Go through the listing beneath and show each line containing the string "direction".

-.-.-

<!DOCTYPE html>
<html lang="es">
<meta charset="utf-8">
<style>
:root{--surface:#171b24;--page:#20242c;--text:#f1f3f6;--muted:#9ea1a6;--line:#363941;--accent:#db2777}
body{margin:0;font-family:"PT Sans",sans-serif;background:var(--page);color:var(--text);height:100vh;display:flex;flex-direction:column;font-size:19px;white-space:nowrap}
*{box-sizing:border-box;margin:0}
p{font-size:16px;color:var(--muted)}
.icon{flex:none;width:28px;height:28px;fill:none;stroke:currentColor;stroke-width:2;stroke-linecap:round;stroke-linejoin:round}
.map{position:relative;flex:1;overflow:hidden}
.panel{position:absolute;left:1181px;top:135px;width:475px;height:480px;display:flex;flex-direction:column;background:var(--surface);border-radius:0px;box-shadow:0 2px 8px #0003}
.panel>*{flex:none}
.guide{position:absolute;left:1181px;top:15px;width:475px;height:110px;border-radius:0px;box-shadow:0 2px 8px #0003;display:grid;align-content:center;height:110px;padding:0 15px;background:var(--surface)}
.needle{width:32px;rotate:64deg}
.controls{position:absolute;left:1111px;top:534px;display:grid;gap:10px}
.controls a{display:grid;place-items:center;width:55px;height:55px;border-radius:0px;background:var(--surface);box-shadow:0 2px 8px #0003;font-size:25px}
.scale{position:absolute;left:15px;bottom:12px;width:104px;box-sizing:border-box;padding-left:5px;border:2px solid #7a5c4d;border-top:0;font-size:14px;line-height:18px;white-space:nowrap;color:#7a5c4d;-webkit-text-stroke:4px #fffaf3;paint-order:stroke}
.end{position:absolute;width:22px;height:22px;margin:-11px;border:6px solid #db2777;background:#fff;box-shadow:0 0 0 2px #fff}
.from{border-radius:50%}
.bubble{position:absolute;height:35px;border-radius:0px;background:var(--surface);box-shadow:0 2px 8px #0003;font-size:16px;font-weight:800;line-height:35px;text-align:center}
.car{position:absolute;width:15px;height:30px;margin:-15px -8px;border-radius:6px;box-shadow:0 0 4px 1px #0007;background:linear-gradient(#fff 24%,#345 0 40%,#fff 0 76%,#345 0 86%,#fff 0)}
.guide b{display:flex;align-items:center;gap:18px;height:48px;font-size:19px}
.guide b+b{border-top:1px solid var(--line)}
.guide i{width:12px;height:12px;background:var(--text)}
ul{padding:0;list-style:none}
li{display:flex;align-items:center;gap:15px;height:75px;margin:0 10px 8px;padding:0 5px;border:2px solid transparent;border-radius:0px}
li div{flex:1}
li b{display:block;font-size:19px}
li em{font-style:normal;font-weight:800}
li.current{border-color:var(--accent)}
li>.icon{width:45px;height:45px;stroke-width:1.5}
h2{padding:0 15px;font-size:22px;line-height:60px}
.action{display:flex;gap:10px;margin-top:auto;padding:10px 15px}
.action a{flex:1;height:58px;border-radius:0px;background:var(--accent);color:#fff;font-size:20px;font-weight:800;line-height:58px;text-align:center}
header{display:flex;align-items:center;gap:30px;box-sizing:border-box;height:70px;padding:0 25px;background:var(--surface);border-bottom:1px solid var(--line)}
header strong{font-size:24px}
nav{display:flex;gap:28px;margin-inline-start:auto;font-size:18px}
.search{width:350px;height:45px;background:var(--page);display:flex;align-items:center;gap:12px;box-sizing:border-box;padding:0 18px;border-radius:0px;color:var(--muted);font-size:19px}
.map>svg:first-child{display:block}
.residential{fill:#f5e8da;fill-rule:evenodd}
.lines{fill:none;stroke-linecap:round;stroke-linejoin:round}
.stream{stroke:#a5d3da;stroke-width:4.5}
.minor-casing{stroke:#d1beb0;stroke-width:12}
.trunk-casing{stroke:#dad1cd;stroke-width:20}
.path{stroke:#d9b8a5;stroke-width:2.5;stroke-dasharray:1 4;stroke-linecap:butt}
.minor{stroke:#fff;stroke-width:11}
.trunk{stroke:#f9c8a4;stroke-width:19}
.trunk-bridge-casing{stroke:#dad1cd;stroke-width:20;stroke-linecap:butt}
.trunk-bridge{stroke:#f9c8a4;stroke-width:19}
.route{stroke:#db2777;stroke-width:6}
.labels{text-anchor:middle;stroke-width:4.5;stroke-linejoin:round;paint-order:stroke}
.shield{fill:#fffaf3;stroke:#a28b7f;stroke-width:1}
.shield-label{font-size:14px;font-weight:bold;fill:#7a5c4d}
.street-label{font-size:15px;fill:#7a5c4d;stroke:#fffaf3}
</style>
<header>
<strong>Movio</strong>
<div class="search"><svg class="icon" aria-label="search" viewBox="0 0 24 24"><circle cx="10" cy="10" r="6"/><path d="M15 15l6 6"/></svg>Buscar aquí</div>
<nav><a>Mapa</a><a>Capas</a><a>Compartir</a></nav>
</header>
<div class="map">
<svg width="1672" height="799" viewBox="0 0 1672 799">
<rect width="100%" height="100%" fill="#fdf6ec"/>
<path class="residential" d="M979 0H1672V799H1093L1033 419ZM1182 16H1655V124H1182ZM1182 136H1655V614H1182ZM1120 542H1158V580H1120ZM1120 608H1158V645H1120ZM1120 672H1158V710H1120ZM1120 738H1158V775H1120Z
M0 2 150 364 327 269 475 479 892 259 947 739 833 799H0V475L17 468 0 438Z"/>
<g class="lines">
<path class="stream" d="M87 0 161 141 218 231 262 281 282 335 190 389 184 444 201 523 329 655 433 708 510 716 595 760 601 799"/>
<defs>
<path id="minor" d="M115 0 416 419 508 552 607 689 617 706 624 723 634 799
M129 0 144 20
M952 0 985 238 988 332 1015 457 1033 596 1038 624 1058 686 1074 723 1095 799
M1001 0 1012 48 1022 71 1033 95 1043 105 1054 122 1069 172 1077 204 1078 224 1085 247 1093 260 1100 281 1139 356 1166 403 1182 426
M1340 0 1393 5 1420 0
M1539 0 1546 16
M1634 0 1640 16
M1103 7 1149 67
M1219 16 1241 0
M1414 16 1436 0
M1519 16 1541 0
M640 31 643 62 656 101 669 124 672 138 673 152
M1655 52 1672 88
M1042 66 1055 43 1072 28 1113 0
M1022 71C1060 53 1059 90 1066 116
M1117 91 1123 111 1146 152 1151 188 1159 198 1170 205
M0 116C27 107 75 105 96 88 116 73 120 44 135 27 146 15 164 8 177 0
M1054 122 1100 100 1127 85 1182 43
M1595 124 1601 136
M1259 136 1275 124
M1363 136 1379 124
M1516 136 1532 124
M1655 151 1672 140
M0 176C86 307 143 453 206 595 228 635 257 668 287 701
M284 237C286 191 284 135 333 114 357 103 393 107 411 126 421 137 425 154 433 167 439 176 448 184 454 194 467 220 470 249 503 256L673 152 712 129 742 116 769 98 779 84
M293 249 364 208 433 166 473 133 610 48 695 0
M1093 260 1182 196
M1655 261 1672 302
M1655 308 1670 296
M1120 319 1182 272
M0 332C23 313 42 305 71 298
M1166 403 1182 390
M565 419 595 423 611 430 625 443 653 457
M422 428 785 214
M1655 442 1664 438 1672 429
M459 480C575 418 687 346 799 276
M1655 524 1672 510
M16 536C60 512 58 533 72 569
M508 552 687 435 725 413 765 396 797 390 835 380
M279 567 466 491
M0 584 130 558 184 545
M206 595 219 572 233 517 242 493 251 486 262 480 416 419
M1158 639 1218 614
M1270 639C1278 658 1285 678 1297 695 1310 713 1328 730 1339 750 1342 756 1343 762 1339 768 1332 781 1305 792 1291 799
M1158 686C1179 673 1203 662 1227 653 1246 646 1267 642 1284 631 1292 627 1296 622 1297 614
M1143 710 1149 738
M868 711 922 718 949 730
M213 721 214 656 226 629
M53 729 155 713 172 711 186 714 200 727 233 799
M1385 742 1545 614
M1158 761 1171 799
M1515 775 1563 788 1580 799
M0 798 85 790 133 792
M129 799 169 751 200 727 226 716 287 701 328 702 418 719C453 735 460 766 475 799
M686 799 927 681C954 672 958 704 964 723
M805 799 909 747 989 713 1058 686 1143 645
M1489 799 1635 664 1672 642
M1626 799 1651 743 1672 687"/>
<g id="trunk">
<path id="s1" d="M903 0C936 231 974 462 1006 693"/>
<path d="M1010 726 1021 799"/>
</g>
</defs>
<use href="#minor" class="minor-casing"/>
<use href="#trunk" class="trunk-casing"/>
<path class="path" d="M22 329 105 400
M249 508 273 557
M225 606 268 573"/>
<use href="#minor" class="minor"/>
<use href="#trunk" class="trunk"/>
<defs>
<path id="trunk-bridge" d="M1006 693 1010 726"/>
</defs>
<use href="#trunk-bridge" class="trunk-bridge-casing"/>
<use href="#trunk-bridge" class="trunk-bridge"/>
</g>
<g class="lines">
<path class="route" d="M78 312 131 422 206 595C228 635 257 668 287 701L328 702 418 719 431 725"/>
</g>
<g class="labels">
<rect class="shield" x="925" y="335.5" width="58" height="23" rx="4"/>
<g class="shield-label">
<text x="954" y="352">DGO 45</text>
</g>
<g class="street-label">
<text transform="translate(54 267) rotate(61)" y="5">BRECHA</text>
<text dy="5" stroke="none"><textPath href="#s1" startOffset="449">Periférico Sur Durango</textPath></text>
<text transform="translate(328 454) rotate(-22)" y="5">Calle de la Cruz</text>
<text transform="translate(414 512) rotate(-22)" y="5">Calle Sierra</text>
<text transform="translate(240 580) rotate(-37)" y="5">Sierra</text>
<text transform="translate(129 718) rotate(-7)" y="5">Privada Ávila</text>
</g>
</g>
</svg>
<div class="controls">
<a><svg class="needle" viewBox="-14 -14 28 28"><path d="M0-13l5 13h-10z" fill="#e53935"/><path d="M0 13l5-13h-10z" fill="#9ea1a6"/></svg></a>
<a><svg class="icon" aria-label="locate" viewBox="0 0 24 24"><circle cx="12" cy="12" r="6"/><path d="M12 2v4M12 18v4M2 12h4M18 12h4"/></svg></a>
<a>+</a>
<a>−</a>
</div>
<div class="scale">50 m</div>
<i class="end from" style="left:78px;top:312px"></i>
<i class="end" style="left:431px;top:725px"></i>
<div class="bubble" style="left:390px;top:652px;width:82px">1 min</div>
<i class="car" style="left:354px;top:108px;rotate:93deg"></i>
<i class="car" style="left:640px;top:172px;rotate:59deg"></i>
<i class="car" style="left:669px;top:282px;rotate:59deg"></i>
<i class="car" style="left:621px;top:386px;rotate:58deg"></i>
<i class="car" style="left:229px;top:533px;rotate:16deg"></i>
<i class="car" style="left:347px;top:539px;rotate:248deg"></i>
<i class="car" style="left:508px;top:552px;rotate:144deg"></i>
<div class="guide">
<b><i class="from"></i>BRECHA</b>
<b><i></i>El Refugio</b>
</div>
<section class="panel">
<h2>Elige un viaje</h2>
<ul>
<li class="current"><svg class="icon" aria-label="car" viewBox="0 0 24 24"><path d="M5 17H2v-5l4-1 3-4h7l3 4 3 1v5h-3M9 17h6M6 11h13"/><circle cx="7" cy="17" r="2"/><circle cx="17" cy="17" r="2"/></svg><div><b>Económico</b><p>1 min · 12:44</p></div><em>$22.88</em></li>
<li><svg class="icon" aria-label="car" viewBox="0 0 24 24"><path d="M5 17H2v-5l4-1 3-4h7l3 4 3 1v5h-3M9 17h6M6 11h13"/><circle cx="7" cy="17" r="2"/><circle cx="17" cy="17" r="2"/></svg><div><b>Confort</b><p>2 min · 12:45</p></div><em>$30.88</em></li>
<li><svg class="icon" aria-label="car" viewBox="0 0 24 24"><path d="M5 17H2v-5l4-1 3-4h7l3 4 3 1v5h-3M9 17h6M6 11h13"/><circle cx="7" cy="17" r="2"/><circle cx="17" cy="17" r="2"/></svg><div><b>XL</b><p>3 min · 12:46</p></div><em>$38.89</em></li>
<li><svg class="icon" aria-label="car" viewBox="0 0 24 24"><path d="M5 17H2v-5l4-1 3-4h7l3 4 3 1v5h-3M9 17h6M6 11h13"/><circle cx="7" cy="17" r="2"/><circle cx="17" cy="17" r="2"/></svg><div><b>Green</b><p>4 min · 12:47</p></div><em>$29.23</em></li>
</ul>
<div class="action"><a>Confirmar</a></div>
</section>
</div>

-.-.-

-- Exercise response --
body{margin:0;font-family:"PT Sans",sans-serif;background:var(--page);color:var(--text);height:100vh;display:flex;flex-direction:column;font-size:19px;white-space:nowrap}
.panel{position:absolute;left:1181px;top:135px;width:475px;height:480px;display:flex;flex-direction:column;background:var(--surface);border-radius:0px;box-shadow:0 2px 8px #0003}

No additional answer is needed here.